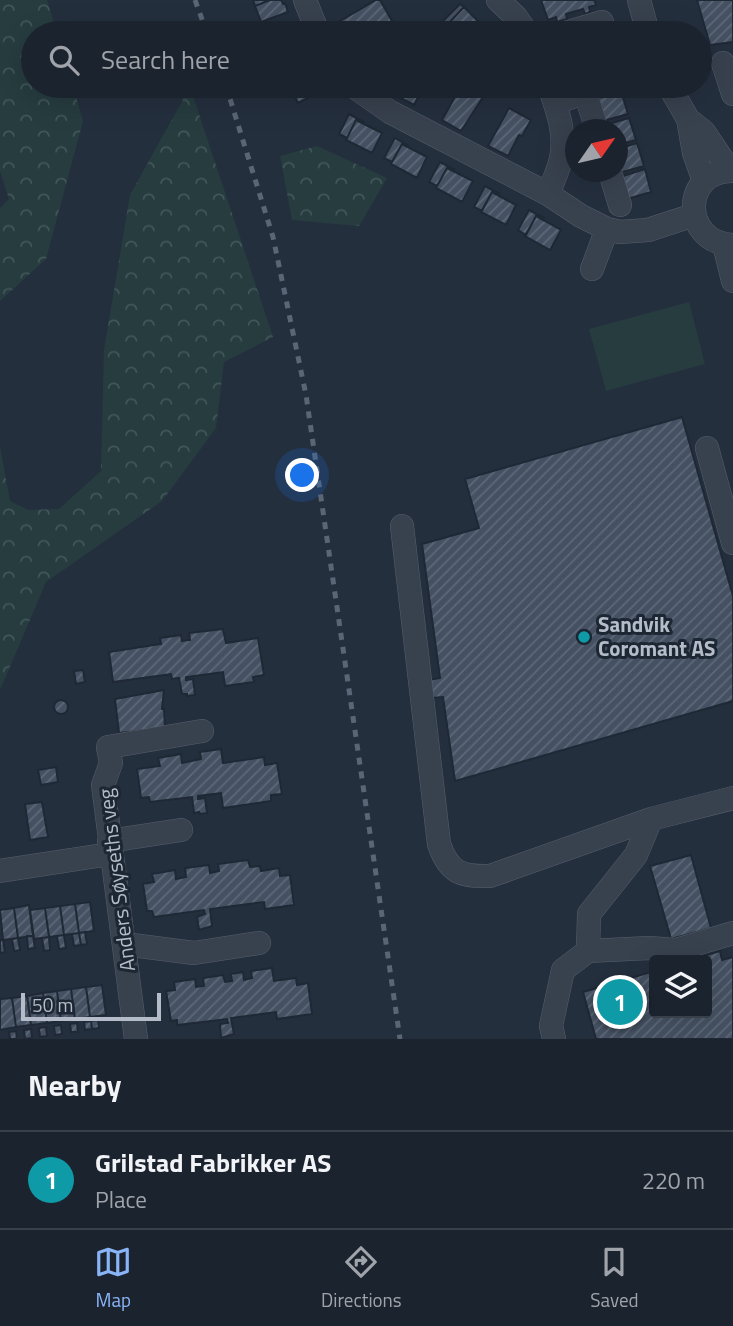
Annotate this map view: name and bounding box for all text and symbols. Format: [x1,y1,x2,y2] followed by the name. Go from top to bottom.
[21,21,712,98] search box
[101,40,230,79] text: Search here
[45,41,83,79] icon: search
[565,119,628,182] north arrow
[285,458,319,492] your location
[598,608,716,664] place label: Sandvik Coromant AS
[576,629,592,645] marker: Sandvik Coromant AS
[89,787,143,973] street label: Anders Søyseths veg
[649,955,712,1018] map controls
[649,955,712,1018] button: layers
[597,976,643,1028] pin: 1
[21,990,161,1022] scale bar
[32,990,73,1019] text: 50 m
[28,1062,121,1108] text: Nearby
[95,1143,331,1182] text: Grilstad Fabrikker AS
[45,1163,57,1198] text: 1
[642,1163,705,1198] text: 220 m
[95,1182,147,1217] text: Place
[94,1243,132,1314] tab: Map
[321,1243,402,1314] tab: Directions
[590,1243,639,1314] tab: Saved

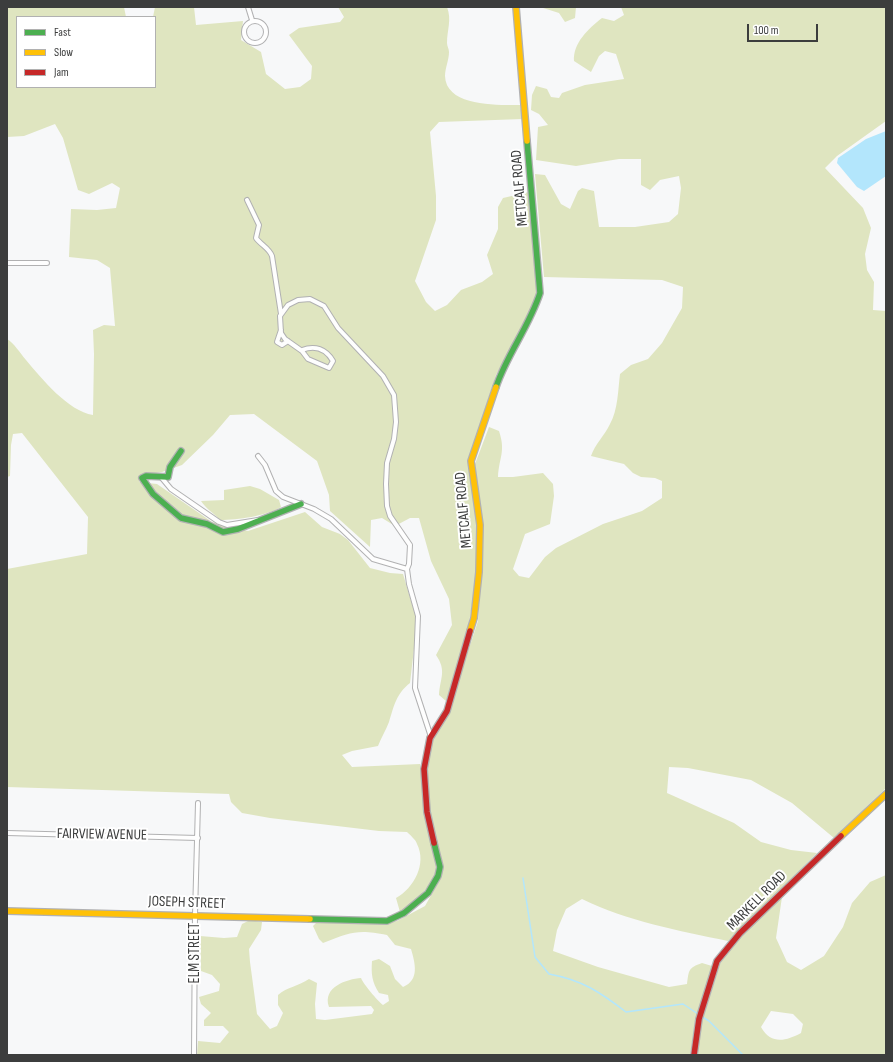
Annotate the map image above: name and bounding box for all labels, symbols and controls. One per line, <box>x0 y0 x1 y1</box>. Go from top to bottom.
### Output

→ EXERCISE INSTRUCTIONS
Every line from the one containing "Annotate the map" to the close of the records must be reproduced exactly. Include both ends and nothing more.

→ OUTPUT FOR THIS TASK
Annotate the map image above: name and bounding box for all labels, symbols and controls. One per line, <box>x0 y0 x1 y1</box>. Go from top to bottom.
### Output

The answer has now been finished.